Un vero e proprio assaggio di primavera quello a cui stiamo assistendo negli ultimi giorni a Napoli e in tutta la Campania. Le temperature in rialzo sono però destinate a non durare a lungo. Al momento nelle città campane abbiamo raggiunto valori sopra la media del periodo di quasi 12°C e saliranno fino a sfiorare i 20°C. Uno degli effetti di queste temperature anomale è la presenza di nebbia al mattino. Ma a cosa è dovuto questo clima primaverile?
Si tratta dell’anticiclone a matrice sub-tropicale che sta regalando “caldo” e meravigliose giornate di sole.

Godiamoci l’assaggio di primavera, da marzo cambia di nuovo il meteo in Campania: le previsioni meteo

Tuttavia, come spiegato da ilmeteo.it, presto questa condizione meteorologica muterà. Già a partire dal weekend giungeranno dai Balcani masse d’aria più fresche che faranno calare le temperature di 5-7°C riportando i valori nella media del periodo. Oggi e domani il cielo sarà libero da nuvole e le temperature saranno ancora sopra la media, ma in leggera diminuzione rispetto ai giorni scorsi.

Sabato e domenica, invece, tornerà a farsi sentire il “freddo” tipico del periodo, con le temperature che scenderanno ulteriormente e con il cielo che, in alcune zone, portera nuvole e locali rovesci. A partire da venerdì 5 marzo, subiremo un brusco ritorno del freddo. A farla da padrone saranno il vento forte e il gelo, che si tradurra in neve – ache a bassa quota – nelle zone dell’entroterra campano.

Napoli si risveglia avvolta dalla nebbia, a cosa è dovuto il fenomeno meteorologico

Previsioni meteo Campania. Dalle prime luci dell’alba una fittissima coltre di nebbia è calata su Napoli.

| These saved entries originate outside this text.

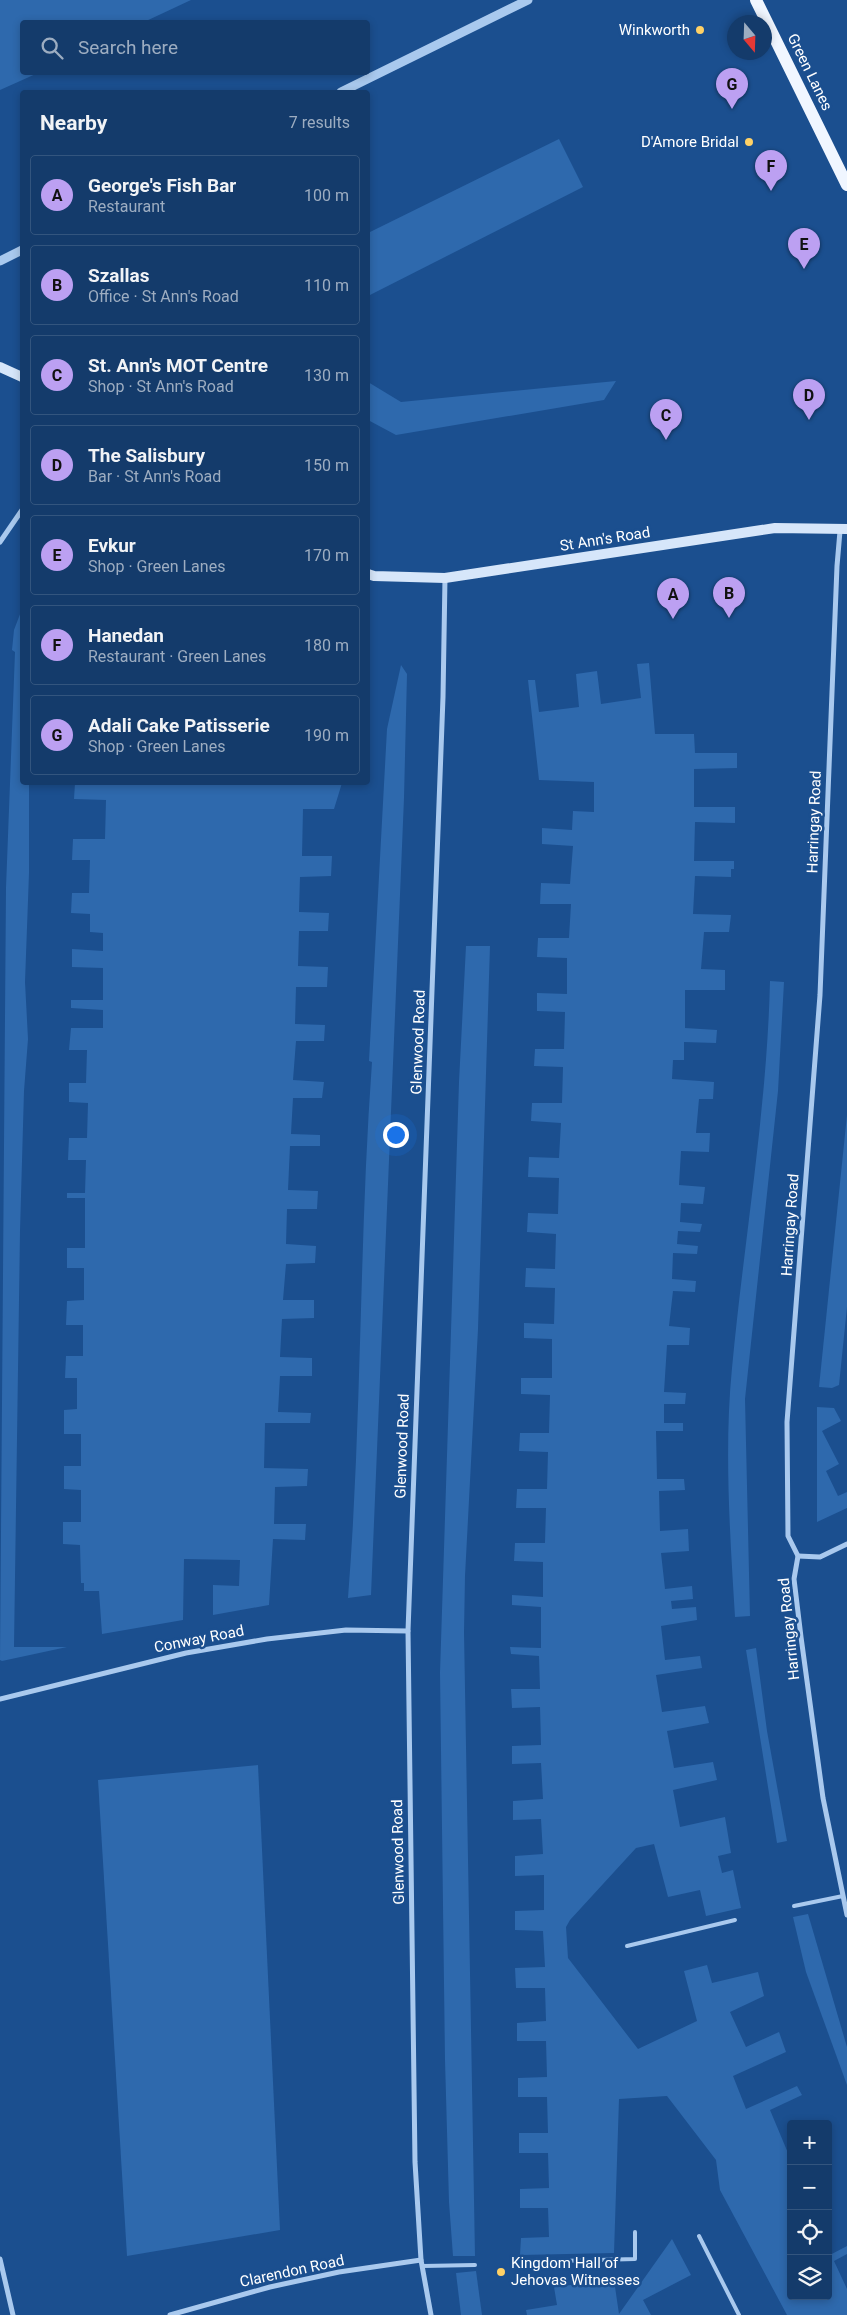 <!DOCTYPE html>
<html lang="en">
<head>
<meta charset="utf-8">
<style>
	:root { --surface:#143b6b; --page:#214673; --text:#f1f3f6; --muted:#9dadc1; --line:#33557e; --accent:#bca0f2 }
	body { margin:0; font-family:Roboto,sans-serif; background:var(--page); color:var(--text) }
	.controls { position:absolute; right:15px; bottom:15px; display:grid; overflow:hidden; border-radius:5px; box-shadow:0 2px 8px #0003 }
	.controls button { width:45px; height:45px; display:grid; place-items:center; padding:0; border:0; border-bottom:1px solid var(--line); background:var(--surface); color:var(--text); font:25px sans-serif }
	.compass { position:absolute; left:727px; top:15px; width:45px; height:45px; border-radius:50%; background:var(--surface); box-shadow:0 2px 8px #0003; rotate:161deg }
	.you { position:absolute; left:395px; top:1134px; width:18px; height:18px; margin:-12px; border:4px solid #fff; border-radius:50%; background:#1a73e8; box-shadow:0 0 0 8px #1a73e833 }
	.badge { display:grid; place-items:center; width:32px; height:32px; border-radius:50%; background:var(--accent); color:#111; font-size:16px; font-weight:700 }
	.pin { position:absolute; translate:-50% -41px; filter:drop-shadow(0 1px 2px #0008) }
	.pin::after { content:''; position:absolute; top:26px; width:18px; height:15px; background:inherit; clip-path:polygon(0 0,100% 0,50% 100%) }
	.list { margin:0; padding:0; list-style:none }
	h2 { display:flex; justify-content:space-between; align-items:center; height:65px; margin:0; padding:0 20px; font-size:21px }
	h2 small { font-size:16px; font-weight:400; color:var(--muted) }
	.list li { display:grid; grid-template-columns:32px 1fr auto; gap:15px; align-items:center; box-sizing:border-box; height:80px; margin:0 10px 10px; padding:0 10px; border:1px solid var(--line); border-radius:5px }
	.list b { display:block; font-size:19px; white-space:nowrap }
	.list p { margin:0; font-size:16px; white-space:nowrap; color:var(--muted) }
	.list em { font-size:16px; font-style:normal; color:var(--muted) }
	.icon { flex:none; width:28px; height:28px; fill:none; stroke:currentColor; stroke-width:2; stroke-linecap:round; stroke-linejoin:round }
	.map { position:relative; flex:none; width:847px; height:2315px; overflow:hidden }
	.search { position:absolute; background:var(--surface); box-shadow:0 2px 8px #0003; left:20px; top:20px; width:350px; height:55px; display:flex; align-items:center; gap:12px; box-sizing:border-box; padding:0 18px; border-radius:5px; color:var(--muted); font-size:19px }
	.panel { position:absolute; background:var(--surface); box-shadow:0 2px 8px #0003; left:20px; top:90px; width:350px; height:695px; border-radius:5px }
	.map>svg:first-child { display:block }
	.green { fill:#2e69ad }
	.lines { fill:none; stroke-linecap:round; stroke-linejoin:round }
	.service { stroke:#a9c9ee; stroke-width:4 }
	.minor { stroke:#a9c9ee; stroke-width:5 }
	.tertiary { stroke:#a9c9ee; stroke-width:9 }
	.secondary { stroke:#d6e6fa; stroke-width:10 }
	.primary { stroke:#f0f6ff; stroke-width:12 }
	.poi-dot { fill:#ffd166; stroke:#1b4f8f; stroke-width:2 }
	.labels { text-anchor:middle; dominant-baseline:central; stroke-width:5; stroke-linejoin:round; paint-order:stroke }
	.poi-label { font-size:15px; fill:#fff; stroke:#1b4f8f; text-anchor:end }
	.street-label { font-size:15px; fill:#fff; stroke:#1b4f8f }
</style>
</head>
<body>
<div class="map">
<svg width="847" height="2315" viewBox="0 0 847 2315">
	<rect width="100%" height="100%" fill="#1b4f8f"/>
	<g class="green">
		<polygon points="0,0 191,0 144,22 22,22 22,72 38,73 0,90"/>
		<polygon points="559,139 583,187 368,296 368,233"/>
		<polygon points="616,381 604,400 396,435 368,420 368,382 401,402"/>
		<polygon points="22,609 22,782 29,783 29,873 25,982 28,1039 24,1091 20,1231 14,1647 67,1647 2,1661 0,1660 6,888 15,652 12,650 14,630"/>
		<polygon points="649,663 655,734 694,734 695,753 737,753 737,768 694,769 694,807 735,807 735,823 695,822 694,861 734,861 734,869 731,869 731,877 695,876 693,914 731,915 729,932 704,932 701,969 725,970 725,990 685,990 685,1028 717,1030 716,1043 684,1042 684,1060 673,1060 672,1079 714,1082 713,1099 699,1099 696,1133 710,1133 709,1152 681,1151 679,1185 705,1187 703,1204 681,1203 680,1222 702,1224 700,1232 678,1231 677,1244 698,1246 697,1254 673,1253 672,1279 696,1281 695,1292 673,1291 669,1326 690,1328 689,1345 667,1345 664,1392 686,1393 685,1404 664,1404 664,1423 683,1423 683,1431 656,1431 657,1479 684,1479 685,1490 659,1491 660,1531 688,1529 689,1551 661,1553 665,1589 692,1586 693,1599 671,1601 672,1609 696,1607 697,1620 661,1626 665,1660 700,1656 702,1668 656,1675 662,1712 705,1706 709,1723 667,1731 674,1768 713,1762 717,1780 673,1790 680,1827 725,1817 731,1853 718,1856 722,1873 733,1870 741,1908 706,1916 700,1890 668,1897 654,1844 636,1848 570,1920 566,1927 568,1958 638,2049 697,2021 684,1971 707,1965 712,1983 758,1972 764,1996 730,2012 746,2047 779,2032 786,2052 733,2076 746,2109 797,2086 802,2095 770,2110 788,2153 791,2152 791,2296 828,2296 828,2256 847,2246 847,2254 834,2261 847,2289 847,2315 787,2315 720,2190 716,2160 667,2096 619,2099 614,2253 520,2255 521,2238 549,2237 548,2208 520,2208 520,2189 549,2188 548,2153 519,2153 519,2133 548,2133 547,2097 518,2097 518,2078 547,2077 546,2041 517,2041 517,2023 546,2021 545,1988 516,1988 515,1968 545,1967 543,1931 515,1930 515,1911 544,1910 544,1875 515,1876 515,1856 543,1854 541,1819 513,1820 513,1801 543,1799 541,1763 512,1764 512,1746 541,1745 540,1707 512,1708 511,1689 540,1689 539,1656 511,1654 510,1647 541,1648 541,1607 512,1605 512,1595 543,1597 543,1562 514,1561 515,1543 545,1543 546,1508 516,1508 517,1489 547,1489 548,1452 519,1451 520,1433 549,1433 550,1395 521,1394 521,1378 552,1378 552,1339 524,1338 524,1323 554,1324 555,1288 525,1287 526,1268 555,1269 556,1234 527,1232 528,1213 558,1214 559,1178 528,1177 529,1157 559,1158 561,1123 531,1121 532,1103 562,1103 563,1067 534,1066 535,1049 564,1049 565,1012 537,1011 537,993 567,994 567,958 537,957 538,938 569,938 571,904 540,904 541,883 570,884 573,846 542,844 542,828 572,830 573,811 594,812 594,782 539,780 528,680 535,680 539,712 579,707 576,674 597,671 601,704 641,698 637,664"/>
		<path d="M401,665L407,674L404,798L371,1595L348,1598C362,1420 359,1240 372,1062L369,1061L387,729Z"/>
		<polygon points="125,782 342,783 334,809 303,809 302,856 332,856 331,876 300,877 299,912 329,913 328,931 299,931 298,966 328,967 327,987 296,987 295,1024 325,1025 324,1041 296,1041 293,1080 324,1082 322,1098 293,1098 291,1134 320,1135 320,1146 290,1146 288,1190 318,1191 317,1209 287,1209 286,1244 316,1246 315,1263 286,1264 283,1300 314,1300 314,1318 282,1319 280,1357 312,1358 312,1376 280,1376 278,1412 311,1413 310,1423 265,1423 264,1468 308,1469 307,1486 275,1487 274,1524 306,1524 305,1540 273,1539 269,1605 213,1615 213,1585 239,1586 240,1560 184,1559 183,1620 102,1634 99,1591 84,1591 84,1583 81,1583 80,1545 63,1544 63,1522 81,1522 81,1490 64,1489 64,1466 81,1466 81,1434 64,1434 64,1410 77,1409 77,1378 65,1378 66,1356 83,1356 83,1325 66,1325 67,1301 84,1300 84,1268 67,1268 67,1248 85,1248 85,1198 67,1198 67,1193 85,1193 86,1160 68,1160 69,1138 87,1138 88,1103 69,1102 69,1083 86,1083 87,1050 69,1050 71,1028 103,1028 103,1010 71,1008 71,1000 103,1000 103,968 72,967 72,949 103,951 103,933 90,932 90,914 71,913 72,893 89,893 90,860 72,860 73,839 105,839 106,800 74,799 75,783"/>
		<polygon points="466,946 490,946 478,1329 465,1576 464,1632 475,2256 453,2256 449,2202 445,2060 440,1673 459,1082"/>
		<path d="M770,981L784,982L778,1091L745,1399L750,1616L735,1617C730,1535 724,1449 732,1368C744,1239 767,1111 770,981Z"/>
		<polygon points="847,1115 847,1307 839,1385 832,1388 819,1387"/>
		<polygon points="817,1407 834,1408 841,1421 822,1431 839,1464 826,1471 838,1496 847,1492 847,1508 817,1522"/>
		<polygon points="756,1648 767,1731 787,1841 777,1843 746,1650"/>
		<polygon points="258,1765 280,2230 127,2256 98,1780"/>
		<polygon points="808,1914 847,2047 847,2085 806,1972 793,1917"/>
		<polygon points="672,2239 691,2275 643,2300 651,2315 527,2315 526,2310 557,2305 554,2287 614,2280 619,2314"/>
		<polygon points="476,2271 482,2315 461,2315 456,2273"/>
	</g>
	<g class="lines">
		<g class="service">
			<polyline points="794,1906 843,1896"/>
			<polyline points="627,1946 735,1920"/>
			<polyline points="699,2236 739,2315"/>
			<polyline points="523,2262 635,2259 635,2232"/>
			<polyline points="423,2266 475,2265"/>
		</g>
		<g class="minor">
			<polyline points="840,531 837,566 820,995 787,1422 788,1536 798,1556 794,1579 801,1637 823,1798 847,1915"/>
			<polyline points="0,542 22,510"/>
			<polyline points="798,1556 820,1557 847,1544"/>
			<polyline points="0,1699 186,1653 267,1639 346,1630 408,1631"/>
			<polyline points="0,2259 13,2315"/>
			<polyline points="170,2315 270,2287 339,2272 421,2260"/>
			<polyline points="431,2315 421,2260 415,2162 408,1631 443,697 445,578"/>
		</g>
		<g class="tertiary">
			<polyline points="341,92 528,0"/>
			<polyline points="0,261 22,250"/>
		</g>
		<g class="secondary">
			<polyline points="0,367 22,377"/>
			<polyline points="368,574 374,576 445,578 775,528 847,529"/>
		</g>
		<polyline class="primary" points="756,0 847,185"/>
	</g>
	<g class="poi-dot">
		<circle cx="700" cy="30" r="5"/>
		<circle cx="749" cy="142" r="5"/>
		<circle cx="501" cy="2272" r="5"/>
	</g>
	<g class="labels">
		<g class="poi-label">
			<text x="690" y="30">Winkworth</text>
			<text x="739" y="142">D'Amore Bridal</text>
			<text x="511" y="2263" text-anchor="start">Kingdom Hall of<tspan x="511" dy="17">Jehovas Witnesses</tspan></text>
		</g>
		<g class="street-label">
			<text transform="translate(810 72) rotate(64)">Green Lanes</text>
			<text transform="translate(605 539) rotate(-9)">St Ann's Road</text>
			<text transform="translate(814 822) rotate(-88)">Harringay Road</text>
			<text transform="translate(418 1042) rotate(-88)">Glenwood Road</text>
			<text transform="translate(790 1225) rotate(-86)">Harringay Road</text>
			<text transform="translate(402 1446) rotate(-88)">Glenwood Road</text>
			<text transform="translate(789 1629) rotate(-96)">Harringay Road</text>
			<text transform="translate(199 1639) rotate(-11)">Conway Road</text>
			<text transform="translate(398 1852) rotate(-91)">Glenwood Road</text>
			<text transform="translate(292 2271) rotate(-12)">Clarendon Road</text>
		</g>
	</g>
</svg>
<div class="controls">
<button>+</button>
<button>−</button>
<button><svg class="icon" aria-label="locate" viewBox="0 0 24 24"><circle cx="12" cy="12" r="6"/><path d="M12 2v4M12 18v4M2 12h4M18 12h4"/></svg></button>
<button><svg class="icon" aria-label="layers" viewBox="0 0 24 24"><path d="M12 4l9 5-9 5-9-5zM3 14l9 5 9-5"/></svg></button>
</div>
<svg class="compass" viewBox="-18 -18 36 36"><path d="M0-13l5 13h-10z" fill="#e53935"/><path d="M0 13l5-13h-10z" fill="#9dadc1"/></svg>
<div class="you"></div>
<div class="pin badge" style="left:673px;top:619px">A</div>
<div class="pin badge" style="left:729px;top:618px">B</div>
<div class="pin badge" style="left:666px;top:440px">C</div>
<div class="pin badge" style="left:809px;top:420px">D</div>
<div class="pin badge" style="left:804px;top:269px">E</div>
<div class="pin badge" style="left:771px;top:191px">F</div>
<div class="pin badge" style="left:732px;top:109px">G</div>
<div class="search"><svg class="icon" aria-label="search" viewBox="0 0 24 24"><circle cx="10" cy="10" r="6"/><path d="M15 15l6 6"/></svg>Search here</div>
<section class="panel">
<h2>Nearby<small>7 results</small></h2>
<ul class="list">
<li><span class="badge">A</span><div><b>George's Fish Bar</b><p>Restaurant</p></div><em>100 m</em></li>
<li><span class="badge">B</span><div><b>Szallas</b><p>Office · St Ann's Road</p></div><em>110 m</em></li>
<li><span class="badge">C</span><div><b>St. Ann's MOT Centre</b><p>Shop · St Ann's Road</p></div><em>130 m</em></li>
<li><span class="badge">D</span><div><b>The Salisbury</b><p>Bar · St Ann's Road</p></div><em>150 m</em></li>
<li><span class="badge">E</span><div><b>Evkur</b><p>Shop · Green Lanes</p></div><em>170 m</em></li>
<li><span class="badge">F</span><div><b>Hanedan</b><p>Restaurant · Green Lanes</p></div><em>180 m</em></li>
<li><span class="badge">G</span><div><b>Adali Cake Patisserie</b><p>Shop · Green Lanes</p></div><em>190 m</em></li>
</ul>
</section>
</div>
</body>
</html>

Questa mattina infatti, i cittadini partenopei si sono svegliati immersi in un fitto banco lattiginoso.

Il Centro Funzionale della Protezione Civile della Regione Campania ha spiegato che “tale fenomeno è dovuto ad una inversione termica ossia ad una corrente di aria calda (in questo caso marina) sovrapposta ad uno strato di aria fredda che si era accumulata sulla terraferma”. Si tratta della cosiddetta “nebbia di avvezione”. L’accumulo di umidità inoltre è stato dovuto a due fattori che si sono manifestati contestualmente: alta pressione e scarsa ventilazione.